Basel prepares move on Australian banks

A shudder will be going through APRA and the banks this morning after a speech last night by Stefan Ingves, chairman of the Basel Committee on Banking Supervision. From Bloomberg:

Global regulators may impose restrictions on the way lenders model risk and assign capital after a review of banks’ trading practices found wide differences in their number crunching.

A probe of banks’ calculation of the riskiness of their assets found “material variation” across the industry, Stefan Ingves, chairman of the Basel Committee on Banking Supervision, said in a speech in Cape Town.

Regulators could respond with tougher disclosure rules or “limitations in the modelling choices for banks,” Ingves said in the prepared remarks today. “The committee’s work on how banks calculate risk weighted assets also feeds into a broader concern that, in pursuit of risk sensitivity, the Basel III framework has grown too complex.”

Any reader that is familiar with the work of Deep T. will know that this is the key to the myth that Australia is the first country in the history of economics to have both extraordinarily overvalued dwellings and a safe banking system. It is largely made possible by the undisclosed risk-weightings for capital applied to mortgage lending by the banks. Without these weightings which materially reduce the bank’s need to carry capital, or put another way, increase their leverage, we would have a very different property market and economy.

This is no doubt what Joe Hockey had in mind when he recently said we would protect APRA’s discretionary powers of supervision, which is our answer to those, like Basel, who would like to see transparency brought to the use of risk-weightings.




14 Responses to “ “Basel prepares move on Australian banks”

  1. Revert2Mean says:

    Lengthy phase-in period (2019, or never) means any rule changes will occur long after our house bubble has burst.

  2. Opinion8red says:

    A little bird tells me that he/she is presently involved in a MegaBank project to move debt ‘assets’ off the books to an SIV at 25% discount on face value in order to meet Basel 3 provisions.

  3. Mitch says:

    SIV with a 25% haircut = CDO

  4. rob barratt says:

    Joe Hockey?
    My understanding is that our man Rudd has it covered. Should there be a systemic failure, your collective super and a large bank of printers will see it right.

  5. General Disarray says:

    “…discretionary powers of supervision”

    That shouldn’t be so funny.

  6. GSM says:

    One really needs to take all this with a grain of salt I think. After the approved and ongoing modification of risk assets sanctioned in 2009 via FAS 157 in the US (allowing CDO’s, CDS’s etc) all to be marked to make believe in order to save insolvent Banks, it’s hard not to view a lot of this Basel prognosticating as much more than dressing up the shop window. It may liven up bank boardroom discussion for a bit, and…?

  7. sywilson says:

    Based on the statistical data during the Great Moderation, when mortgage delinquency rates were at historical lows, APRA allowed risk weighting to be halved for the purpose of calculating capital provision.

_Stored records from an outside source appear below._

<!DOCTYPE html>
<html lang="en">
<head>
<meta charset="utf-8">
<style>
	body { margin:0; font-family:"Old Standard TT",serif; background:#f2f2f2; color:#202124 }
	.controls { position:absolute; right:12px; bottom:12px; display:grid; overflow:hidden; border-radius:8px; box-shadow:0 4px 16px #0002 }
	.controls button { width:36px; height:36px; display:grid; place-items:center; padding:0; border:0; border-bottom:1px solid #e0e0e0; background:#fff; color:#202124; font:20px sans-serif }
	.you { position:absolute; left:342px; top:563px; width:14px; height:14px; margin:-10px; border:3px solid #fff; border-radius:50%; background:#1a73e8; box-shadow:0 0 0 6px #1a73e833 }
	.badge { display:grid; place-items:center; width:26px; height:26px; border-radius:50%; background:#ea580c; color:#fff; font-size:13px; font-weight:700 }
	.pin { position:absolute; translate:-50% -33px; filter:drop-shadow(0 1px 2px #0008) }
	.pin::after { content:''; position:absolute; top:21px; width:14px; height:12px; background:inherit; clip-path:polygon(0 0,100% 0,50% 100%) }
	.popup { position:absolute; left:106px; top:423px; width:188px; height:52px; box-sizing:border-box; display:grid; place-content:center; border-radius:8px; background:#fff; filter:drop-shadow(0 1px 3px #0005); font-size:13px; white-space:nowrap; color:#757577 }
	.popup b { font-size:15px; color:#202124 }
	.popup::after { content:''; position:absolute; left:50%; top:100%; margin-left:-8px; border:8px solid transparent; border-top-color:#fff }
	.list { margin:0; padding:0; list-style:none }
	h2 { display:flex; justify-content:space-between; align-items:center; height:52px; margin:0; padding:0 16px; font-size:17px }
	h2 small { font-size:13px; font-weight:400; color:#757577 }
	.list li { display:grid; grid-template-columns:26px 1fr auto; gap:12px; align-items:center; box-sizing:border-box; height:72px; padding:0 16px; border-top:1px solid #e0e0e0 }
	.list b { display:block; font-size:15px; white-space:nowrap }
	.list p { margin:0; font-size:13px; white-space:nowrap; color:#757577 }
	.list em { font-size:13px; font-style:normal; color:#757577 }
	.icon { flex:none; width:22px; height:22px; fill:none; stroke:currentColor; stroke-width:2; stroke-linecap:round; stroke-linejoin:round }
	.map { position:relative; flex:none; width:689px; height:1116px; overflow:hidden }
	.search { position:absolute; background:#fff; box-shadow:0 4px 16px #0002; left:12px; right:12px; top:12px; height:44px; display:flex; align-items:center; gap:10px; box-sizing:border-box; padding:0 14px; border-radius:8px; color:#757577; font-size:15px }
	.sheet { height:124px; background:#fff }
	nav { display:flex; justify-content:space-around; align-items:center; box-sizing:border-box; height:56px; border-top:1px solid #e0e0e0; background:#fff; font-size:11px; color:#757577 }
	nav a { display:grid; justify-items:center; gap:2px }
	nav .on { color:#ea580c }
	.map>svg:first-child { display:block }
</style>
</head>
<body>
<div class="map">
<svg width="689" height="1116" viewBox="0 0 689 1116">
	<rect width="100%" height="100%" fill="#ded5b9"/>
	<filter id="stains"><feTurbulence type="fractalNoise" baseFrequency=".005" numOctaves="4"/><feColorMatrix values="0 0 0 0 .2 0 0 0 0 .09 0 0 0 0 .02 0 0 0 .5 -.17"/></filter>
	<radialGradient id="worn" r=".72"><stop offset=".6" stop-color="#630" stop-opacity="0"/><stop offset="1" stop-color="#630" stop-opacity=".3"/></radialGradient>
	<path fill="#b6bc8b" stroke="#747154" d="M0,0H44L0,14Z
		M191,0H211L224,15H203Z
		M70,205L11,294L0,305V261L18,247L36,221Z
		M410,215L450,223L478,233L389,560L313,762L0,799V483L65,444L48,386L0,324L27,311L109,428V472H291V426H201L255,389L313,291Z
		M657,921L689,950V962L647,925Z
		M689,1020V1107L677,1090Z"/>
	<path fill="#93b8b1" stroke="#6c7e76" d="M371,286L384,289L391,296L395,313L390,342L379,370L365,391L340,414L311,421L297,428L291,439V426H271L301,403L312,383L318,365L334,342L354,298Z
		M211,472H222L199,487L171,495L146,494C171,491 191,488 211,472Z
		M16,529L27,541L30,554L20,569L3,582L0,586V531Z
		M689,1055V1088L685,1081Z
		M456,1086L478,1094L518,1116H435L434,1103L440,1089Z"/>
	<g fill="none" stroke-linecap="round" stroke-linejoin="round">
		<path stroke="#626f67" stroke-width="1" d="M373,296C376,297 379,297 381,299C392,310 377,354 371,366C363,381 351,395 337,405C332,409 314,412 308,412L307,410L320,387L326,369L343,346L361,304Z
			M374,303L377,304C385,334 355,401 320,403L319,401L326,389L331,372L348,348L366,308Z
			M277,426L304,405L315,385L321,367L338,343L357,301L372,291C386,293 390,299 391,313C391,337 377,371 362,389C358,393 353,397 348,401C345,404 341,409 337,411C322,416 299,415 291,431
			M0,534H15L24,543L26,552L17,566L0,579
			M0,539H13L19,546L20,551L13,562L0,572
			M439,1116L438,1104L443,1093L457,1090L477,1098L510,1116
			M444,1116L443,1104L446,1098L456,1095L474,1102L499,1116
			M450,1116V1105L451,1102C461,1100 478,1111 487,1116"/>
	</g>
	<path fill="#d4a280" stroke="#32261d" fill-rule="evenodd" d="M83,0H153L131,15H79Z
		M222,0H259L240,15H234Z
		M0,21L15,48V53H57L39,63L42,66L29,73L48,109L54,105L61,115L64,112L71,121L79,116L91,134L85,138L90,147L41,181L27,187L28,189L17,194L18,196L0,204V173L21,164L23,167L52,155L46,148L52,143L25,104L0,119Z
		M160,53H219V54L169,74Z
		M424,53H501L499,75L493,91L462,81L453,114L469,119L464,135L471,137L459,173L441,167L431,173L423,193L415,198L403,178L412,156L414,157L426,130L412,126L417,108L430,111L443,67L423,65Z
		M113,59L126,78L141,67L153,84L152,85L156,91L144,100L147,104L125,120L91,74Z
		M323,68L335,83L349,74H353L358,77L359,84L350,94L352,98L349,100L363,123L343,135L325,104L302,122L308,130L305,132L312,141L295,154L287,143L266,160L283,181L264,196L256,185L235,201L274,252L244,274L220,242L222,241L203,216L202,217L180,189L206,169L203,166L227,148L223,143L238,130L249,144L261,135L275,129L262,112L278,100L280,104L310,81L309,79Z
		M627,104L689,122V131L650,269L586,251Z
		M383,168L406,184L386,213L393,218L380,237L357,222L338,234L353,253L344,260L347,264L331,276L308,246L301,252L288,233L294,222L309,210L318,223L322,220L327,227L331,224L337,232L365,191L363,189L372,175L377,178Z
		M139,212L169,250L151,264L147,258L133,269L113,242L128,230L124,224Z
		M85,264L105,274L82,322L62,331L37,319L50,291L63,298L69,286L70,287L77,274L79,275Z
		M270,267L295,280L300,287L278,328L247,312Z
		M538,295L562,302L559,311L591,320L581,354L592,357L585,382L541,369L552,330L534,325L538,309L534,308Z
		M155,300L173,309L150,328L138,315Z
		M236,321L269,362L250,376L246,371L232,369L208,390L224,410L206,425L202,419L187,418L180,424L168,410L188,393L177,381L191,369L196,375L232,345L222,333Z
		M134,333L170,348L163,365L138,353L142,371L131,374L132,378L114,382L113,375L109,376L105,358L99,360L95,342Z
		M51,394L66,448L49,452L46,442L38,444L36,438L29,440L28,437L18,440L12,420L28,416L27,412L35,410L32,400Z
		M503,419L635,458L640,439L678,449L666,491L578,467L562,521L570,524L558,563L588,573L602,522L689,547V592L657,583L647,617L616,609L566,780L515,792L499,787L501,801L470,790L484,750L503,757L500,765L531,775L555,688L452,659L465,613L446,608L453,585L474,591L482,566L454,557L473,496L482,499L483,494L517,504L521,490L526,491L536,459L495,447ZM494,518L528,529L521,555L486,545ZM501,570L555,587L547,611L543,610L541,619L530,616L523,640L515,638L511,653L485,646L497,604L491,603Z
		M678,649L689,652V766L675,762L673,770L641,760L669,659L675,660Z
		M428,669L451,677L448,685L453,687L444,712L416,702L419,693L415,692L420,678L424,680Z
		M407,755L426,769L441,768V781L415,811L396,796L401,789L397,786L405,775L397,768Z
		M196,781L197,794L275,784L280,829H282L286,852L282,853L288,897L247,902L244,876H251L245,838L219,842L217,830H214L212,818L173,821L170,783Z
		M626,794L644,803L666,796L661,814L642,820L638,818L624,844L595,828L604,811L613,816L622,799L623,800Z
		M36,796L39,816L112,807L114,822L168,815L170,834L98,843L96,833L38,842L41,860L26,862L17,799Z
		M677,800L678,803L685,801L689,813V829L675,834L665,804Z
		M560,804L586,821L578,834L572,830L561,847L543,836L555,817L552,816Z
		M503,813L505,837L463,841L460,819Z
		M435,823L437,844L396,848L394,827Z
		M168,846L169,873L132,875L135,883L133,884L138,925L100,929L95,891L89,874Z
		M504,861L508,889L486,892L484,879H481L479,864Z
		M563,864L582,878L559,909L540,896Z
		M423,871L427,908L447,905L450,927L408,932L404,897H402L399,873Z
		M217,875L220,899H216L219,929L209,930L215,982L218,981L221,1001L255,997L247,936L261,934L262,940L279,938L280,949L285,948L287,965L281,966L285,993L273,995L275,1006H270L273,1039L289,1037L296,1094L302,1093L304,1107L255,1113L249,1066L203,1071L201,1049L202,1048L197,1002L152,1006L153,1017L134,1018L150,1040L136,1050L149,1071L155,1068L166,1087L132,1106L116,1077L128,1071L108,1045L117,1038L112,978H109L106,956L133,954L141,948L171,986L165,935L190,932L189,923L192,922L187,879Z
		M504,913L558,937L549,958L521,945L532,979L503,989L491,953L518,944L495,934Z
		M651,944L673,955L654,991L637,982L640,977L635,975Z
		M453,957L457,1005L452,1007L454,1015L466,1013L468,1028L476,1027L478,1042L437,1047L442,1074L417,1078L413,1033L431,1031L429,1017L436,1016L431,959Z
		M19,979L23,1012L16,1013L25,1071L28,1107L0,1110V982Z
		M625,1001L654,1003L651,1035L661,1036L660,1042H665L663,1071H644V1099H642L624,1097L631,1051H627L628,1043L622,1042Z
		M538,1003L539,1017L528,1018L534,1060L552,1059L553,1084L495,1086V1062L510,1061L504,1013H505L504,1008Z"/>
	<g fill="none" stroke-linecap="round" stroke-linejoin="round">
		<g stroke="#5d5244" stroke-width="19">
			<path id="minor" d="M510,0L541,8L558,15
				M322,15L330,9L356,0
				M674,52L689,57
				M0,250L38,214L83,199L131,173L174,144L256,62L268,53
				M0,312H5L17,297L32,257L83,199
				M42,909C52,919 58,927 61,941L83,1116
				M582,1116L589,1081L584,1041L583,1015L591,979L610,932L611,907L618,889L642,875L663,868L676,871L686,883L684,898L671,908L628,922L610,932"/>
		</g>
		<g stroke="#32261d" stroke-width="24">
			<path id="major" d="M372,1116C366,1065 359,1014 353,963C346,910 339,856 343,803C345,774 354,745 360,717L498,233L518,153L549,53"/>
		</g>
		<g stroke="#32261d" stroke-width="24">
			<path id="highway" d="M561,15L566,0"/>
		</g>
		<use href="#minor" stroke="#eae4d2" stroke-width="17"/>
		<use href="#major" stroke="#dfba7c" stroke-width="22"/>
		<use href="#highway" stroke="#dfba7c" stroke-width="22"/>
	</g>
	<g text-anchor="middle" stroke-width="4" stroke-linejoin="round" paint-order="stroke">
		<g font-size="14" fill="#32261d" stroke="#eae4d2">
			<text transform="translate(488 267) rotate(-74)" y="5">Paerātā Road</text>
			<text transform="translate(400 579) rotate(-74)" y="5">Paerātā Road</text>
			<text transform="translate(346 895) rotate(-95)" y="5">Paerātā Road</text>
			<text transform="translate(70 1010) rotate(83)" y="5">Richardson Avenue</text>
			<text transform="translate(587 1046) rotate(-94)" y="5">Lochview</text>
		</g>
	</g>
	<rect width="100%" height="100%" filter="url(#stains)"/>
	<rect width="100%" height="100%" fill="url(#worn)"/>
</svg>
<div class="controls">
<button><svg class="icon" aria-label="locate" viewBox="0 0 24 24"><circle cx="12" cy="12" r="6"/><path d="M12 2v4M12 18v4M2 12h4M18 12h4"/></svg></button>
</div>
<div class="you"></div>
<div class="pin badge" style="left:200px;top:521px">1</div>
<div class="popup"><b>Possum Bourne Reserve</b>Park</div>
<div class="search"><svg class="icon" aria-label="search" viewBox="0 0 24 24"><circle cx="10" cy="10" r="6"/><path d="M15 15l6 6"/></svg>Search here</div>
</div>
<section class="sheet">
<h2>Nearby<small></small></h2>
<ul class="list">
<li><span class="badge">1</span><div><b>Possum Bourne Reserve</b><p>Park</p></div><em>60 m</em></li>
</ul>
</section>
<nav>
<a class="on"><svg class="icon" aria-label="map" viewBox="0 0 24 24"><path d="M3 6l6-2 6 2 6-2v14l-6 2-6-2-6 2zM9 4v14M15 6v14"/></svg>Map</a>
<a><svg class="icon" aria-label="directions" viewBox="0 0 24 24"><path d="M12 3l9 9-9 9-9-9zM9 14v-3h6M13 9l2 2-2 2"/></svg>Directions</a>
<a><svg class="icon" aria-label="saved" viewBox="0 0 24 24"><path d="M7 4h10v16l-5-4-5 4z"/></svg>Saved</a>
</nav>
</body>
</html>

    On 27 September 2003, APRA announced “a concessional risk-weight of 50 per cent applies to loans that are fully secured by registered mortgage over a residential property, provided certain criteria are satisfied.” in media release titled, “APRA proposes changes to home loan risk weighting”.

    http://www.apra.gov.au/MediaReleases/Pages/03_75.aspx

    Australia was no smarter than the rest of the world in its complacency about the risk in housing credit. Self-congratulation about Australian regulation is not well founded.

  8. PhilBest says:

    How many people realise that Basle rules helped to contribute to the GFC?

    Basle rules rated mortgage backed securities as “100%” security for the purposes of bank gearing, and other types of lending much lower, especially business lending.

    Just one of many examples of controls and regulations having “pro cyclical” unintended consequences.

  9. globiboulga says:

    Basel is not in the business to ‘force’ anyone to do anything… You just have to see how Americans are dismissive of it.

    APRA is a toothless tiger anyway. The great threat of loss of licence will NEVER happen (you imagine closing a bank?) and fines don’t seem to exist, if only in theory.

    Words. All we have is words and the great belief – now pushed by the IMF itself – that the only way out is to spend which we can only do if we don’t reduce leverage.

    I agree with ‘complexity’ point – as it applies to CDO – the smarter we try to be, the lower risk measurement accuracy is.